» The problem
What you give must be exactly the lines of the material from the first through the line that contains "height:16px; margin:-8px; padding:0", inclusive, and no others.

» Data listing
##############################
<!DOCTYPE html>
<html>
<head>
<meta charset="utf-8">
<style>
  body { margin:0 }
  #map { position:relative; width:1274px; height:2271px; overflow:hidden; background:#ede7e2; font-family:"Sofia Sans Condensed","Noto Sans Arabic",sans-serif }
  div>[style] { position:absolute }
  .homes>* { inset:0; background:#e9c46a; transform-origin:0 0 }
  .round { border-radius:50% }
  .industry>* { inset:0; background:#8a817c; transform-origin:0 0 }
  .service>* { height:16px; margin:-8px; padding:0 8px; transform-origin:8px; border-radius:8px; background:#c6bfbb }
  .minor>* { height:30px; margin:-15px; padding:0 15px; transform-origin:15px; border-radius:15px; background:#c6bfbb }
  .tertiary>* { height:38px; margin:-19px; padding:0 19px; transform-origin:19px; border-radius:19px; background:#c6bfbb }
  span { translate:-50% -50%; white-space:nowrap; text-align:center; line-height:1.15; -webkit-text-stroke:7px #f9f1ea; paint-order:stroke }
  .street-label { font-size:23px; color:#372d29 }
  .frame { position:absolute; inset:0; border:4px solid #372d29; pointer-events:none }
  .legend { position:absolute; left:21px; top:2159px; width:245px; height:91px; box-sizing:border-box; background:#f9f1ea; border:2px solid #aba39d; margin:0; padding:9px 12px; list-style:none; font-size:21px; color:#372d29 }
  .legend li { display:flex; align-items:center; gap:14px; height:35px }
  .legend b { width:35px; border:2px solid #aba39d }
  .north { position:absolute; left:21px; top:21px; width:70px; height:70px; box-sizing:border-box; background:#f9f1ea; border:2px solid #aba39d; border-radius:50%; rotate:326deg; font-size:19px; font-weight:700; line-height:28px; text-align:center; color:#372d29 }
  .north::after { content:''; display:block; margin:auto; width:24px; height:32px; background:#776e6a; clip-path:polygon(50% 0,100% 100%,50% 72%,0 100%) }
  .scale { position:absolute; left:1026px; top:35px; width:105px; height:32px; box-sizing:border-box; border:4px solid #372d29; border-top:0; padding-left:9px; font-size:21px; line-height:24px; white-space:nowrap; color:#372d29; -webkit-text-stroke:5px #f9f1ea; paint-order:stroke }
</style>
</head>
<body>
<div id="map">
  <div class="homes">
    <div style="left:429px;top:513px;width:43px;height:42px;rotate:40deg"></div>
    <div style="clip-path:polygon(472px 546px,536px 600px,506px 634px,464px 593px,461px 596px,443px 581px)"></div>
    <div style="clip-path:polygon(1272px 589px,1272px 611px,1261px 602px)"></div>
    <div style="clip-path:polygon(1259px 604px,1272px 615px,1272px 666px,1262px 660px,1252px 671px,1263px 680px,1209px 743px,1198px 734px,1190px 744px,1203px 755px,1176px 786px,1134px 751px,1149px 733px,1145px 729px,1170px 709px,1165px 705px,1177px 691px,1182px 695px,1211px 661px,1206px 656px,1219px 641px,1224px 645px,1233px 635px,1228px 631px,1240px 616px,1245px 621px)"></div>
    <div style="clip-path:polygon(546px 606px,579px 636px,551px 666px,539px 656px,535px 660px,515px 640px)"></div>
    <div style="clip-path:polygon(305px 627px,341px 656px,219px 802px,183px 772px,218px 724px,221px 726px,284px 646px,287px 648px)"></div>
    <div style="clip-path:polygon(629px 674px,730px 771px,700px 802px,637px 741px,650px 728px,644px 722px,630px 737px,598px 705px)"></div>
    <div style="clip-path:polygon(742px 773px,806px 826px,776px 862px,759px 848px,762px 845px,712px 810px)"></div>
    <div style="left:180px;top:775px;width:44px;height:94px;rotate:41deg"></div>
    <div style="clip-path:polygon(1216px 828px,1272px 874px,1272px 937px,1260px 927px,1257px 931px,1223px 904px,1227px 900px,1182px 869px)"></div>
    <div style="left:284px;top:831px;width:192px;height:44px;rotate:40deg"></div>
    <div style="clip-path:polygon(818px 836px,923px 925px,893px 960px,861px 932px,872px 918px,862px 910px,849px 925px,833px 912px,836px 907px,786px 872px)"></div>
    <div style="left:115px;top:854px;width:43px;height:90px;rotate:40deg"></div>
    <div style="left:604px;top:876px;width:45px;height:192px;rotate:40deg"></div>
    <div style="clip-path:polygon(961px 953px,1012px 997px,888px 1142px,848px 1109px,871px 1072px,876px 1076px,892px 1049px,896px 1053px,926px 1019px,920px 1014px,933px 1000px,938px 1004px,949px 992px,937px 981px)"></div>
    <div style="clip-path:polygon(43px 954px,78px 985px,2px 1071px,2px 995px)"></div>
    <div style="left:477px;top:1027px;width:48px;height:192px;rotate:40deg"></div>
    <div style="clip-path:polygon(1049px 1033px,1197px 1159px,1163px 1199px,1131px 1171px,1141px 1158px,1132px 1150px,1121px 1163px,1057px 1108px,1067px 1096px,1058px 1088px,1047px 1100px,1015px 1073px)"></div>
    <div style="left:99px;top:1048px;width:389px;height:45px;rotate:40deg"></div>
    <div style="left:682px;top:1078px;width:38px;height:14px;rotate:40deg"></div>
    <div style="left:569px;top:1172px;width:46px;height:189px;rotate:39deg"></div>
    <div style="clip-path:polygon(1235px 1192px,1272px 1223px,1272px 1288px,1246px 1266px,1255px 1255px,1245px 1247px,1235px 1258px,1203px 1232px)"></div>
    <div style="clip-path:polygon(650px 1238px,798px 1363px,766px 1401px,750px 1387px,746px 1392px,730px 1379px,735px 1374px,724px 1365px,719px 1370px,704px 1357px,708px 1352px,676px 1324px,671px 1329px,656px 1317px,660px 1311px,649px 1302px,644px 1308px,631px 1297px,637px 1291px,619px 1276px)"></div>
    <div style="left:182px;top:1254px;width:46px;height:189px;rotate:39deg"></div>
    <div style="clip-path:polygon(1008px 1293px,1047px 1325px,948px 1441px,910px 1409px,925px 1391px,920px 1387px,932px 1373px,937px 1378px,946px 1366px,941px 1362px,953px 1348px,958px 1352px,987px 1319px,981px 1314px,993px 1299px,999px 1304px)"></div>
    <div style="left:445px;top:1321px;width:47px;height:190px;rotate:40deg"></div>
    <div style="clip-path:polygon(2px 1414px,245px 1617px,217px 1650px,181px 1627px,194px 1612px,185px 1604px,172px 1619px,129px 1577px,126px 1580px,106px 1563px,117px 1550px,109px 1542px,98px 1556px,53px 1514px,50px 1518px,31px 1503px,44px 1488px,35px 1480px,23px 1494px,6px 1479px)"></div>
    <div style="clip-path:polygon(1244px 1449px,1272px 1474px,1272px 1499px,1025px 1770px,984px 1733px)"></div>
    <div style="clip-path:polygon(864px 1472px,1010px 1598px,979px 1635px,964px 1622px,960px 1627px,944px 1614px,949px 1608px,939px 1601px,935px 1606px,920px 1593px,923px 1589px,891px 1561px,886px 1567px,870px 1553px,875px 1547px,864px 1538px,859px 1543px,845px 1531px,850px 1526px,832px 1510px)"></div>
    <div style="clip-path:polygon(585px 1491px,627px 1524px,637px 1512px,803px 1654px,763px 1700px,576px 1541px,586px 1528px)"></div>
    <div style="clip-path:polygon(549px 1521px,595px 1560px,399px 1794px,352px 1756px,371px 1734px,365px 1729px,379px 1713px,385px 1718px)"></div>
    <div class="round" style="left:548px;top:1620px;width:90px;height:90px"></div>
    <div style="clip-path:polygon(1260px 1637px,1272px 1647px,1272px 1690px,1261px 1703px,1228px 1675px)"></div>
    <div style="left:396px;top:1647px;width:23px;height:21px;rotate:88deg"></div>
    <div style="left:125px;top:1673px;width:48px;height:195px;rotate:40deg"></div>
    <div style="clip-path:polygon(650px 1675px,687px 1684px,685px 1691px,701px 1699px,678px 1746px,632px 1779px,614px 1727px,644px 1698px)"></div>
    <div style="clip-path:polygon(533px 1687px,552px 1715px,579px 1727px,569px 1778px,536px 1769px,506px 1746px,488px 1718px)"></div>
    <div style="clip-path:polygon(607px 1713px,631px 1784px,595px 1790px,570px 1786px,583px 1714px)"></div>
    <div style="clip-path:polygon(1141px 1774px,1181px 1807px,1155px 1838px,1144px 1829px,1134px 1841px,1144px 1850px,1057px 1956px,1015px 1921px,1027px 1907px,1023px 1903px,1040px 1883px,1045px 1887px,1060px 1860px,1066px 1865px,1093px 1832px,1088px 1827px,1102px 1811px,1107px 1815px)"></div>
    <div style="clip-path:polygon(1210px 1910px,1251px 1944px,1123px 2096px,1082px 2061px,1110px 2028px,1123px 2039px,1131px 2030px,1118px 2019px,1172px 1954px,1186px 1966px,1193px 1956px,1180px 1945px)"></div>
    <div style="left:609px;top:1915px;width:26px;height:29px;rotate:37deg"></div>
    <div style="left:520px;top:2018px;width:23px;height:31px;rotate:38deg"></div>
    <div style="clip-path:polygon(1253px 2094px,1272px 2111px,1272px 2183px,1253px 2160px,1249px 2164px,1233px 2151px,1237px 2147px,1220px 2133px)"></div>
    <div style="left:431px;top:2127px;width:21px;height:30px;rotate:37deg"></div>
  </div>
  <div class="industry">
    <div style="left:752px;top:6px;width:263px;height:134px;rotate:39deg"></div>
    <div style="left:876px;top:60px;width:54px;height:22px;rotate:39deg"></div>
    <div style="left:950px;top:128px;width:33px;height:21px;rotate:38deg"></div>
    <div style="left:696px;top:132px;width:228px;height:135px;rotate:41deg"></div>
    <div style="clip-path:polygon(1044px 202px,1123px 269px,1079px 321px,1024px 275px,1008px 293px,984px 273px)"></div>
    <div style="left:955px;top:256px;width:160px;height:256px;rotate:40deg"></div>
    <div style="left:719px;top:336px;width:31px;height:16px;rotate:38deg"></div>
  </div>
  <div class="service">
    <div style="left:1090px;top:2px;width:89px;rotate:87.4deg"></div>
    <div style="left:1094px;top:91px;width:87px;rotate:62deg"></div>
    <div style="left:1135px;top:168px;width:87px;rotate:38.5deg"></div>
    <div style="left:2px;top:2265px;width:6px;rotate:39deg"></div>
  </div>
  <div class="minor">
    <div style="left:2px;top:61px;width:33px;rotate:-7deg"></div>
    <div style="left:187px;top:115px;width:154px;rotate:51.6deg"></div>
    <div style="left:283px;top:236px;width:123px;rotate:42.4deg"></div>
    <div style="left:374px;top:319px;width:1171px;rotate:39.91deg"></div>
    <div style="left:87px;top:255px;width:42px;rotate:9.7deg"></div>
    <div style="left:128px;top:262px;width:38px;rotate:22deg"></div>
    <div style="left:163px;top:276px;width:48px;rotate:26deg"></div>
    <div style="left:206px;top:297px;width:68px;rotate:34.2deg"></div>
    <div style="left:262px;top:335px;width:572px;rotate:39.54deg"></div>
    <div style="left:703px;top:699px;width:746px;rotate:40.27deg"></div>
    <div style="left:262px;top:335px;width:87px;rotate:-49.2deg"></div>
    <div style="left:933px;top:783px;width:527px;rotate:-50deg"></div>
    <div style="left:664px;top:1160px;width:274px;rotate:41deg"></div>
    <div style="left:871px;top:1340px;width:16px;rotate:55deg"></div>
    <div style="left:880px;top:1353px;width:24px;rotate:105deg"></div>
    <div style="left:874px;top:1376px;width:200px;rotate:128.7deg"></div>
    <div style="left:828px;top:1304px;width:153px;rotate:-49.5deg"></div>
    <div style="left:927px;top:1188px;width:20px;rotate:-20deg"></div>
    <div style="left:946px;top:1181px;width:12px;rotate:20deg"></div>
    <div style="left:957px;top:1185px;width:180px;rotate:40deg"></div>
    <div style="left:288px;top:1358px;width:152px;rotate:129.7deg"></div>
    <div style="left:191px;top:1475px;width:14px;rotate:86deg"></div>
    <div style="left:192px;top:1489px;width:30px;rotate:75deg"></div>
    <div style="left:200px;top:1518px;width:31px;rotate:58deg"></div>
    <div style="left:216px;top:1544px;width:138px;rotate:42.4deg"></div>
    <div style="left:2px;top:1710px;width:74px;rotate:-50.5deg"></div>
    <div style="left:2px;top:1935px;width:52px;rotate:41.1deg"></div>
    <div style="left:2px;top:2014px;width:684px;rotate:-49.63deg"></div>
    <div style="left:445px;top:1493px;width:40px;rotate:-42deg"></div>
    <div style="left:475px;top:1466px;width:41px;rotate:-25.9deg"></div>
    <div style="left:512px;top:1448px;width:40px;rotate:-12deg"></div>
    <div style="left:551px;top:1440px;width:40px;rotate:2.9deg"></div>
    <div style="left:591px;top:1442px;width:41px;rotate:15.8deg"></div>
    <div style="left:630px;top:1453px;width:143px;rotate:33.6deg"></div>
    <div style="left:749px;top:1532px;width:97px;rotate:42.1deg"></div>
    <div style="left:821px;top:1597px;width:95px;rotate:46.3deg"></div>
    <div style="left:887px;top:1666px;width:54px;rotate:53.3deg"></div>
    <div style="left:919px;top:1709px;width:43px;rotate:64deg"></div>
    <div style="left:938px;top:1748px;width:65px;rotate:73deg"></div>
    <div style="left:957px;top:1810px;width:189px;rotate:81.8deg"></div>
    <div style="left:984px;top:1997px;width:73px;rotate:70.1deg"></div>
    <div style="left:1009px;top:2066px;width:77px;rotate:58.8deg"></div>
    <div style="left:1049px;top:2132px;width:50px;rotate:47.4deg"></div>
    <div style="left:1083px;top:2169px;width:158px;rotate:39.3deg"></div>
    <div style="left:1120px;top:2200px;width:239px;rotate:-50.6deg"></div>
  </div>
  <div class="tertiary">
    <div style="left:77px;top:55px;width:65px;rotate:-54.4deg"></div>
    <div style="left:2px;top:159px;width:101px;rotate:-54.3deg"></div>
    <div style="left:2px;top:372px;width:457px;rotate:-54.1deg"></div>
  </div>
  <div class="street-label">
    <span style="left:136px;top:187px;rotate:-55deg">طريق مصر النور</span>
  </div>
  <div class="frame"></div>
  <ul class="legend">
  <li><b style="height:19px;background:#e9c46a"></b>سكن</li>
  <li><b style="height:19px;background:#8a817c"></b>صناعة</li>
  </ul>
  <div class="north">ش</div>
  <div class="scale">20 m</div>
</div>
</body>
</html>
##############################
» Task response
<!DOCTYPE html>
<html>
<head>
<meta charset="utf-8">
<style>
  body { margin:0 }
  #map { position:relative; width:1274px; height:2271px; overflow:hidden; background:#ede7e2; font-family:"Sofia Sans Condensed","Noto Sans Arabic",sans-serif }
  div>[style] { position:absolute }
  .homes>* { inset:0; background:#e9c46a; transform-origin:0 0 }
  .round { border-radius:50% }
  .industry>* { inset:0; background:#8a817c; transform-origin:0 0 }
  .service>* { height:16px; margin:-8px; padding:0 8px; transform-origin:8px; border-radius:8px; background:#c6bfbb }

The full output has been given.